**What the task requires:** Copy every record exactly, leaving the pictures out.
:::::
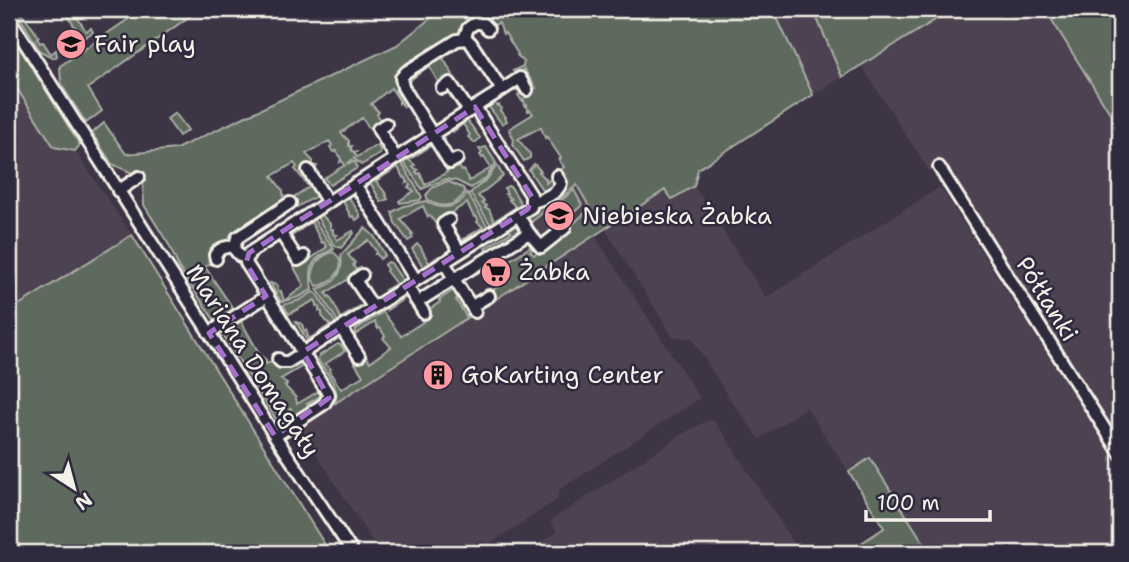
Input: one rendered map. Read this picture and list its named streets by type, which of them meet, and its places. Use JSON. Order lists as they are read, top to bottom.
{
  "streets": {
    "street": ["Półłanki", "Mariana Domagały"]
  },
  "places": {
    "school or university": ["Fair play", "Niebieska Żabka"],
    "supermarket": ["Żabka"],
    "building": ["GoKarting Center"]
  },
  "scale_bar": "100 m",
  "north": "bottom right"
}
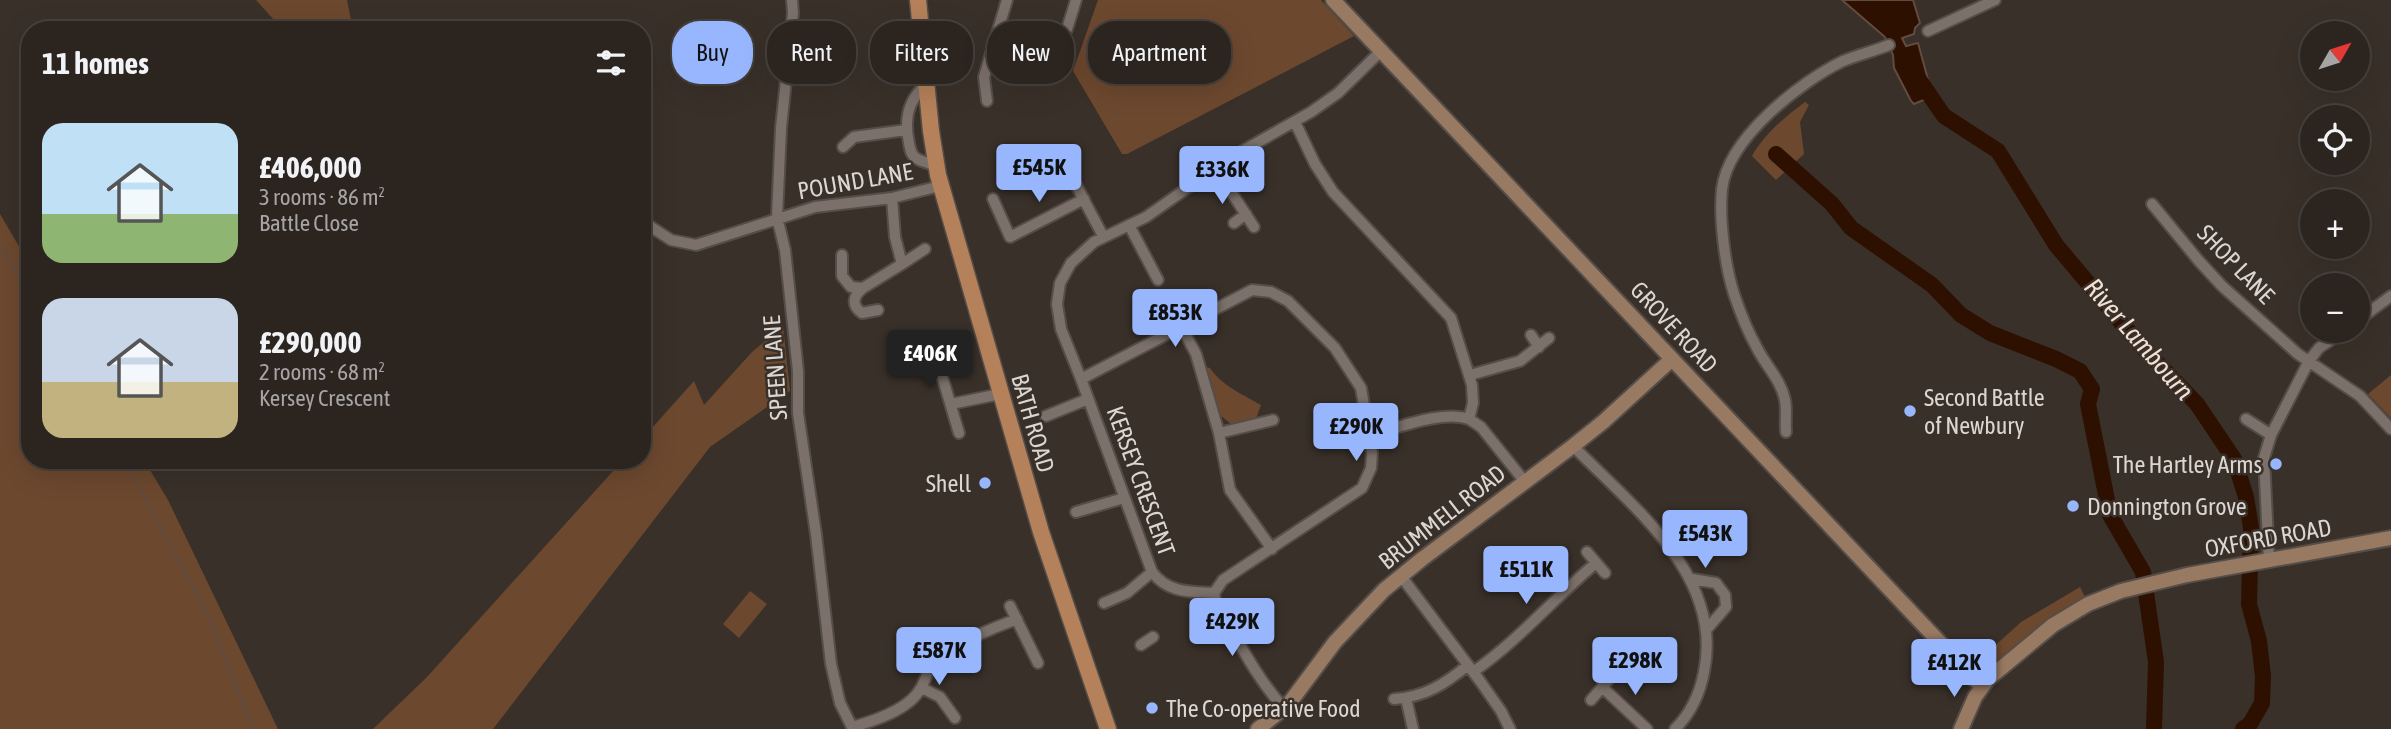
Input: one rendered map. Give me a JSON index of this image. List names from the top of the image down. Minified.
{"streets":{"main road":["BATH ROAD"],"street":["POUND LANE","SHOP LANE","GROVE ROAD","SPEEN LANE","KERSEY CRESCENT","BRUMMELL ROAD","OXFORD ROAD"]},"crossings":[["POUND LANE","SPEEN LANE"],["POUND LANE","BATH ROAD"],["GROVE ROAD","KERSEY CRESCENT"],["GROVE ROAD","BRUMMELL ROAD"],["GROVE ROAD","OXFORD ROAD"]],"water":["River Lambourn"],"places":["Second Battle of Newbury","The Hartley Arms","Shell","Donnington Grove","The Co-operative Food"],"north":"top right","page":{"map_buttons":["+","−"],"chip":["Buy","Rent","Filters","New","Apartment"],"heading":"11 homes","list":[{"name":"£406,000","note":"3 rooms · 86 m² · Battle Close"},{"name":"£290,000","note":"2 rooms · 68 m² · Kersey Crescent"}],"price":["£545K","£336K","£853K","£406K","£290K","£543K","£511K","£429K","£587K","£298K","£412K"]}}
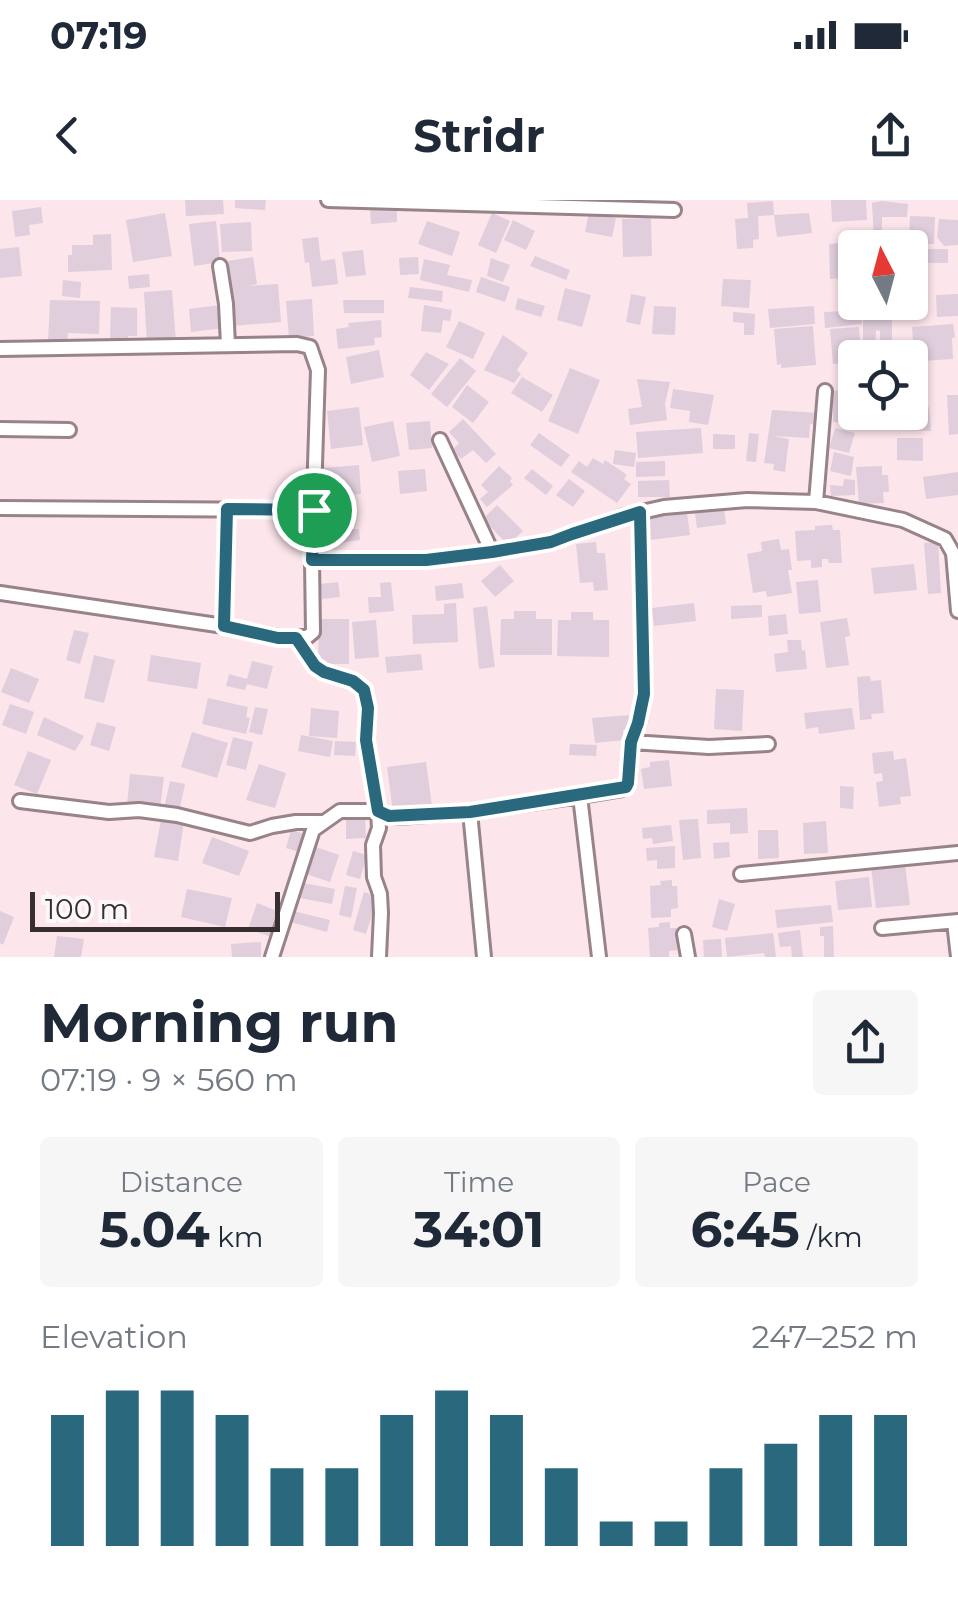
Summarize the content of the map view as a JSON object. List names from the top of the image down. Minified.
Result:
{"scale_bar":"100 m","north":"top","page":{"status":"07:19","header":"Stridr","scale":"100 m","heading":["Morning run","07:19 · 9 × 560 m"],"stats":[["Distance","5.04 km"],["Time","34:01"],["Pace","6:45 /km"]],"chart":["Elevation","247–252 m"]}}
:::::
**Response for this exercise:**
Input: one rendered map. Read this picture and list its named streets by type, which of them meet, and its places. Use JSON. Order lists as they are read, top to bottom.
{
  "streets": {
    "street": ["Półłanki", "Mariana Domagały"]
  },
  "places": {
    "school or university": ["Fair play", "Niebieska Żabka"],
    "supermarket": ["Żabka"],
    "building": ["GoKarting Center"]
  },
  "scale_bar": "100 m",
  "north": "bottom right"
}
Input: one rendered map. Give me a JSON index of this image. List names from the top of the image down. Minified.
{"streets":{"main road":["BATH ROAD"],"street":["POUND LANE","SHOP LANE","GROVE ROAD","SPEEN LANE","KERSEY CRESCENT","BRUMMELL ROAD","OXFORD ROAD"]},"crossings":[["POUND LANE","SPEEN LANE"],["POUND LANE","BATH ROAD"],["GROVE ROAD","KERSEY CRESCENT"],["GROVE ROAD","BRUMMELL ROAD"],["GROVE ROAD","OXFORD ROAD"]],"water":["River Lambourn"],"places":["Second Battle of Newbury","The Hartley Arms","Shell","Donnington Grove","The Co-operative Food"],"north":"top right","page":{"map_buttons":["+","−"],"chip":["Buy","Rent","Filters","New","Apartment"],"heading":"11 homes","list":[{"name":"£406,000","note":"3 rooms · 86 m² · Battle Close"},{"name":"£290,000","note":"2 rooms · 68 m² · Kersey Crescent"}],"price":["£545K","£336K","£853K","£406K","£290K","£543K","£511K","£429K","£587K","£298K","£412K"]}}
Summarize the content of the map view as a JSON object. List names from the top of the image down. Minified.
Result:
{"scale_bar":"100 m","north":"top","page":{"status":"07:19","header":"Stridr","scale":"100 m","heading":["Morning run","07:19 · 9 × 560 m"],"stats":[["Distance","5.04 km"],["Time","34:01"],["Pace","6:45 /km"]],"chart":["Elevation","247–252 m"]}}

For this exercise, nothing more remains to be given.